• SOURCE DATA:
-- Opening Marker --

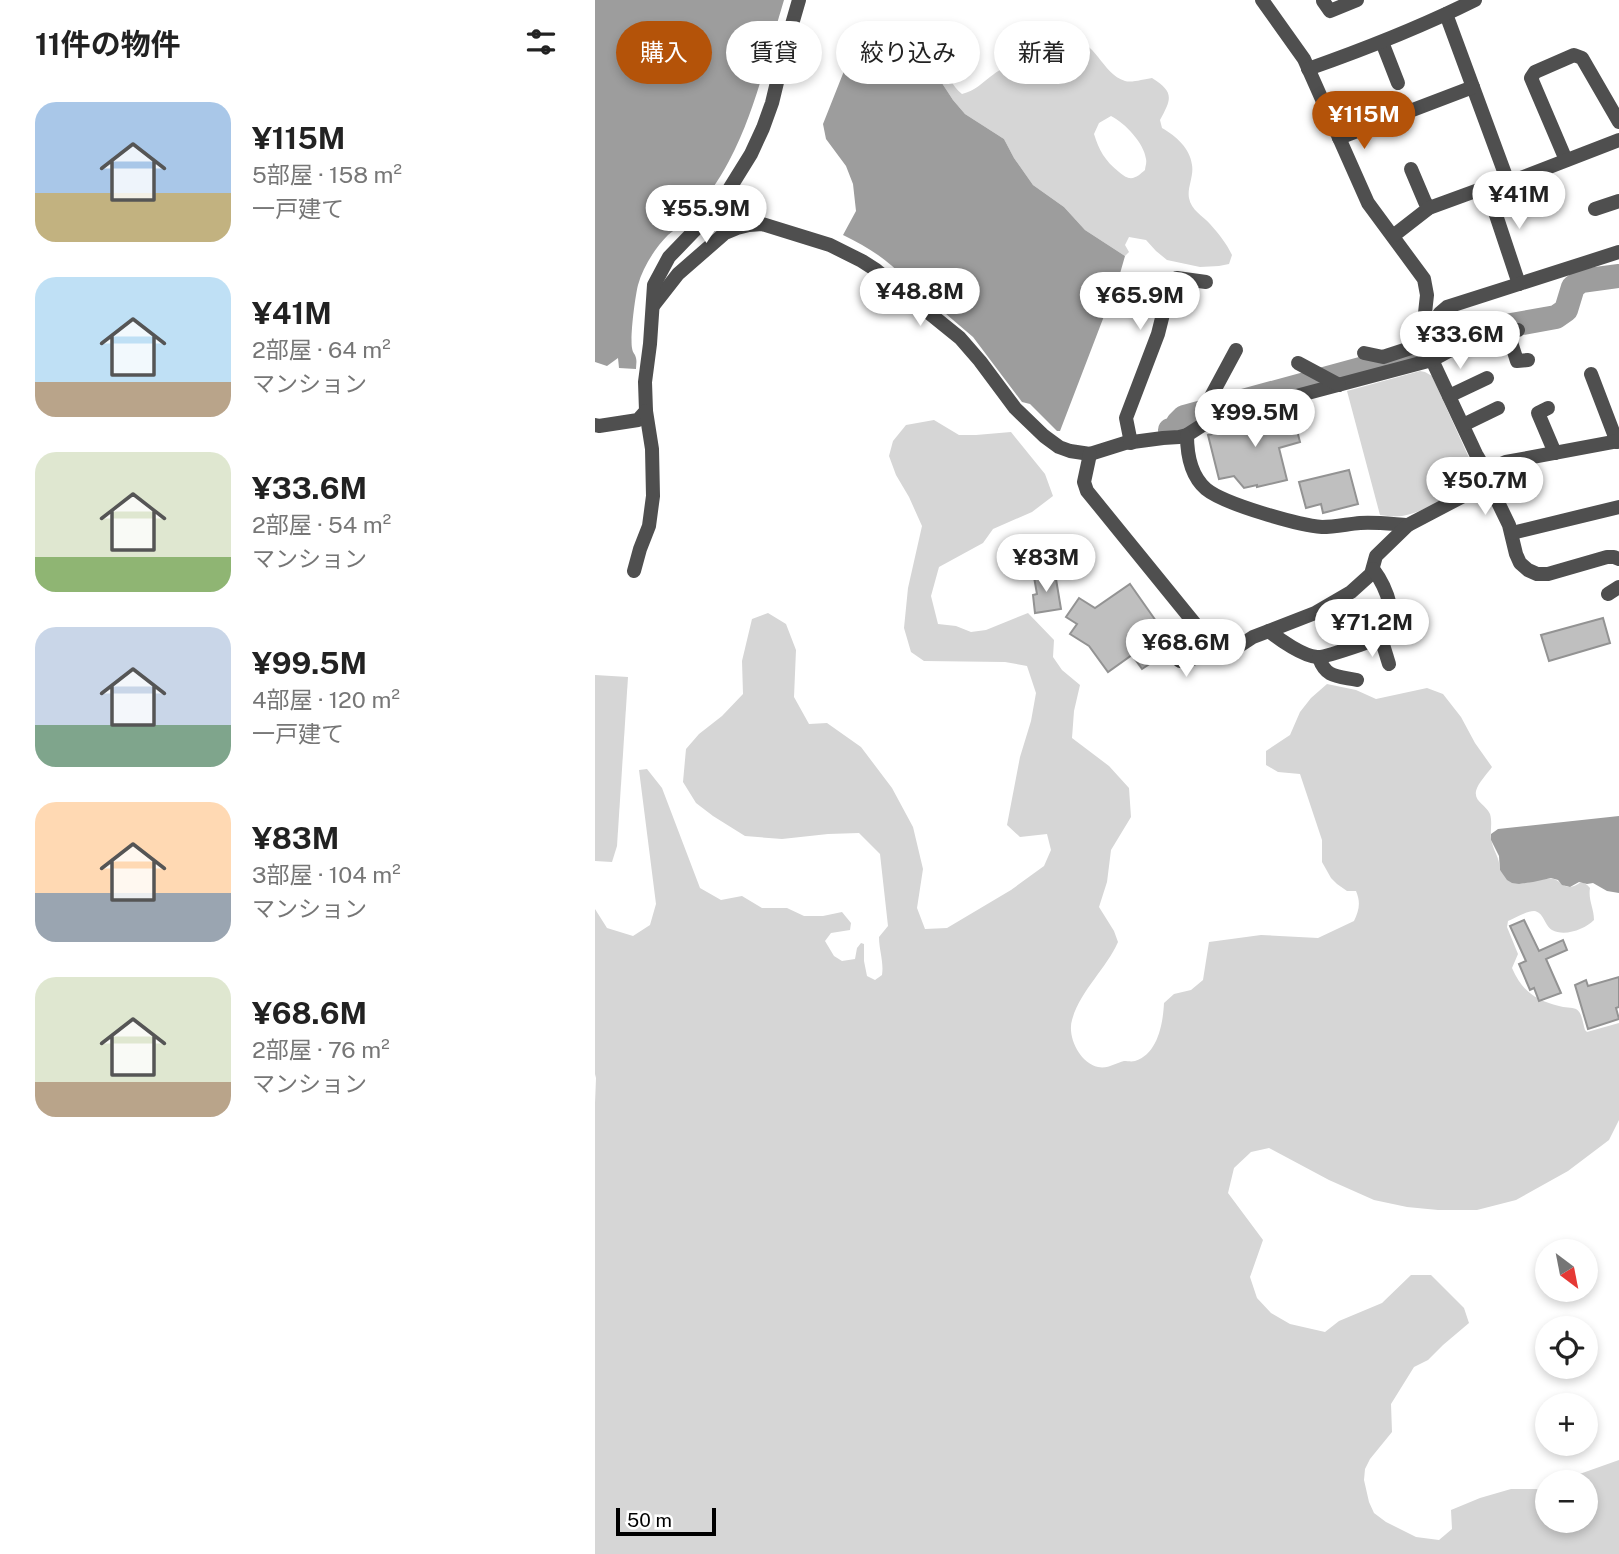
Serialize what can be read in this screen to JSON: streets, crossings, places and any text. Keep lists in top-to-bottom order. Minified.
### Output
{"scale_bar":"50 m","north":"bottom right","page":{"heading":"11件の物件","chip":["購入","賃貸","絞り込み","新着"],"list":[{"name":"¥115M","note":"5部屋 · 158 m² · 一戸建て"},{"name":"¥41M","note":"2部屋 · 64 m² · マンション"},{"name":"¥33.6M","note":"2部屋 · 54 m² · マンション"},{"name":"¥99.5M","note":"4部屋 · 120 m² · 一戸建て"},{"name":"¥83M","note":"3部屋 · 104 m² · マンション"},{"name":"¥68.6M","note":"2部屋 · 76 m² · マンション"}],"price":["¥115M","¥41M","¥55.9M","¥48.8M","¥65.9M","¥33.6M","¥99.5M","¥50.7M","¥83M","¥71.2M","¥68.6M"],"map_buttons":["+","−"],"scale":"50 m"}}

-- Closing Marker --

• TASK REQUIREMENTS: Copy the data exactly. Pictures do not belong in the copy.

• RESULT FOR THIS EXERCISE:
Serialize what can be read in this screen to JSON: streets, crossings, places and any text. Keep lists in top-to-bottom order. Minified.
### Output
{"scale_bar":"50 m","north":"bottom right","page":{"heading":"11件の物件","chip":["購入","賃貸","絞り込み","新着"],"list":[{"name":"¥115M","note":"5部屋 · 158 m² · 一戸建て"},{"name":"¥41M","note":"2部屋 · 64 m² · マンション"},{"name":"¥33.6M","note":"2部屋 · 54 m² · マンション"},{"name":"¥99.5M","note":"4部屋 · 120 m² · 一戸建て"},{"name":"¥83M","note":"3部屋 · 104 m² · マンション"},{"name":"¥68.6M","note":"2部屋 · 76 m² · マンション"}],"price":["¥115M","¥41M","¥55.9M","¥48.8M","¥65.9M","¥33.6M","¥99.5M","¥50.7M","¥83M","¥71.2M","¥68.6M"],"map_buttons":["+","−"],"scale":"50 m"}}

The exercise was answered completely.